You know, I'm not quite able to describe the null hypothesis here correctly. 
But as Florian originally said, it's something that would rarely if ever make 
sense to test. 

> On Sep 20, 2016, at 1:08 PM, Daniel Ezra Johnson 
> <danielezrajohn...@gmail.com> wrote:
> 
> Plus a constant main effect of X. Still ludicrous. 
> 
>> On Sep 20, 2016, at 1:02 PM, Daniel Ezra Johnson 
>> <danielezrajohn...@gmail.com> wrote:
>> 
>> I mean, the effect of X averaged across the levels of Y. Why would that be 
>> zero?
>> 
>>> On Sep 20, 2016, at 1:00 PM, Daniel Ezra Johnson 
>>> <danielezrajohn...@gmail.com> wrote:
>>> 
>>> Say X is numeric. Y is a factor. You're testing the hypothesis that the 
>>> unweighted average of the effects of the levels of Y equals zero. This is a 
>>> pretty ludicrous null hypothesis. 
>>> 
>>>> On Sep 20, 2016, at 12:27 PM, T. Florian Jaeger <timegu...@gmail.com> 
>>>> wrote:
>>>> 
>>>> Guys,
>>>> 
>>>> just a quick note, in case it's not apparent to everyone (I had emailed 
>>>> this earlier to Rachel): what happens in Rachel's model is simply that R 
>>>> defaults to simple effects coding when a 'main' effect is removed while 
>>>> the interaction is still included (note that this, I think, overrides 
>>>> whatever contrasts you have specified for the factor you remove). That's 
>>>> actually a very useful default. To me, the thing that was puzzling at 
>>>> first is the same thing that Roger commented on: it should be just the 
>>>> same when you remove a two-way or a three-way factor. indeed, when i tried 
>>>> to replicate Rachel's problem, I did/do get the same (simple effects 
>>>> reparameterization) regardless of how many levels the factor that I remove 
>>>> has.
>>>> 
>>>> Florian
>>>> 
>>>>> On Tue, Sep 20, 2016 at 2:41 PM Wednesday Bushong 
>>>>> <wednesday.bush...@gmail.com> wrote:
>>>>> Let me also say something w.r.t. coding because I think you also 
>>>>> expressed doubt about what kind of coding scheme to use.
>>>>> 
>>>>> The crucial thing to remember is that when interpreting coefficients from 
>>>>> R model summary outputs, a coefficient is interpreted as moving from a 
>>>>> value of 0 to 1 on that particular variable, when the values of the other 
>>>>> variables are set to 0.
>>>>> 
>>>>> In the case of dummy coding, then, the "main effect" of Listener is 
>>>>> actually the difference in logodds going from the first level of listener 
>>>>> to the second level of listener when the two SyntaxType dummy variables 
>>>>> are at 0 -- that is, when SyntaxType is at the first level.

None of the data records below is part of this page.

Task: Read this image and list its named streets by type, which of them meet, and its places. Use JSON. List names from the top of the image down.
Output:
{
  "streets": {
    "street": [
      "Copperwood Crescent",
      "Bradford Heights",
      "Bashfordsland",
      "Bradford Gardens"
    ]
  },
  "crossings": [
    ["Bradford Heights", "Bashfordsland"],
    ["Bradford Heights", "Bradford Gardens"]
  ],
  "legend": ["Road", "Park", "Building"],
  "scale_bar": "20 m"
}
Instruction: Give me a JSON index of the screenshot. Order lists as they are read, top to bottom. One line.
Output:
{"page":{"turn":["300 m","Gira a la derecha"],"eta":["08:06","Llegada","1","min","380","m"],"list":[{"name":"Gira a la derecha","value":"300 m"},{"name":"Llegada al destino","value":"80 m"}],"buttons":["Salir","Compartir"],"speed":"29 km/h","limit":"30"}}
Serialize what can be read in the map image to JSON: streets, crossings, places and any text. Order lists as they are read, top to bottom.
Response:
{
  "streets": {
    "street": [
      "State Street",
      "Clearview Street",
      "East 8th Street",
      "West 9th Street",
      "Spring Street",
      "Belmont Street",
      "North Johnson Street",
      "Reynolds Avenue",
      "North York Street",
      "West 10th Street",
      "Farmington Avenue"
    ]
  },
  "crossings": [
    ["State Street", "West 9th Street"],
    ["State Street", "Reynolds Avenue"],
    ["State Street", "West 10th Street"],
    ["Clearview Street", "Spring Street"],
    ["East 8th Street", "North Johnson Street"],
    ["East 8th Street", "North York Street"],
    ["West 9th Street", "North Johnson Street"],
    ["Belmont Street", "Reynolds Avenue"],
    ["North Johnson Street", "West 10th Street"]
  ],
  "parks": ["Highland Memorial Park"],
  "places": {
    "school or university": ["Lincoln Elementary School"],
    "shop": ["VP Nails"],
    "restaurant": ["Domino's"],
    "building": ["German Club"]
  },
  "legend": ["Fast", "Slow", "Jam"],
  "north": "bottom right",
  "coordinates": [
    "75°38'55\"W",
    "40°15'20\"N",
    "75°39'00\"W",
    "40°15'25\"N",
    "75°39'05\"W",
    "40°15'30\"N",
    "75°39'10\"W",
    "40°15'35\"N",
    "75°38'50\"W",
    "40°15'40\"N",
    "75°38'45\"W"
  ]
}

So this is 
>>>>> really just a pairwise comparison between two groups, and doesn't have 
>>>>> anything to say about the average effect of Listener across the 
>>>>> SyntaxType groups. In order to get the interpretation of Listener to be 
>>>>> across the average of all SyntaxType groups, you would have to contrast 
>>>>> code SyntaxType (b/c then 0 will be the avg of all the levels). Similar 
>>>>> interpretations in a fully dummy-coded model go for the other main effect 
>>>>> terms (i.e., each SyntaxType effect is interpreted w.r.t the reference 
>>>>> level of Listener) and the interaction terms (Listener:SyntaxType will be 
>>>>> the effect of listener at the other SyntaxType levels; notice that this 
>>>>> isn't even close to what we would normally conceptualize as an 
>>>>> "interaction"! So be careful with coding!).
>>>>> 
>>>>> Of course, you can mix and match your coding schemes -- for instance, if 
>>>>> you want to get the main effect of Listener at the avg. of SyntaxType but 
>>>>> wanted pairwise comparisons of SyntaxType within one particular Listener 
>>>>> group, you could contrast code SyntaxType and dummy code Listener 
>>>>> appropriately -- but in general, the most common thing to do will be 
>>>>> contrast coding all factors, which will give you the standard ANOVA 
>>>>> output interpretation.
>>>>> 
>>>>> -Wed
>>>>> 
>>>>>> On Tue, Sep 20, 2016 at 1:58 PM Wednesday Bushong 
>>>>>> <wednesday.bush...@gmail.com> wrote:
>>>>>> Hi Rachel,
>>>>>> 
>>>>>> I think at times like this it's useful to look at exactly how R assigns 
>>>>>> factors. When you add interactions, R does a lot of behind-the-scenes 
>>>>>> work that isn't immediately apparent. One way to look into this in more 
>>>>>> detail is this really nice function "model.matrix", which given a data 
>>>>>> frame and a model formula, will show you all of the coding variables 
>>>>>> that are created in order to fit the model and what their values are for 
>>>>>> each combination of factors in the dataset. I've bolded this below.
>>>>>> 
>>>>>> # create data frame w/ each factor level combo
>>>>>> d <- data.frame(Listener.f = rep(c("Listener1", "Listener2"), 3),
>>>>>>  SyntaxType.f = c(rep("Syntax1", 2), rep("Syntax2", 2), rep("Syntax3", 
>>>>>> 2)),
>>>>>>  Target_E2_pref = rnorm(6))
>>>>>> # make factor
>>>>>> d$Listener.f <- factor(d$Listener.f)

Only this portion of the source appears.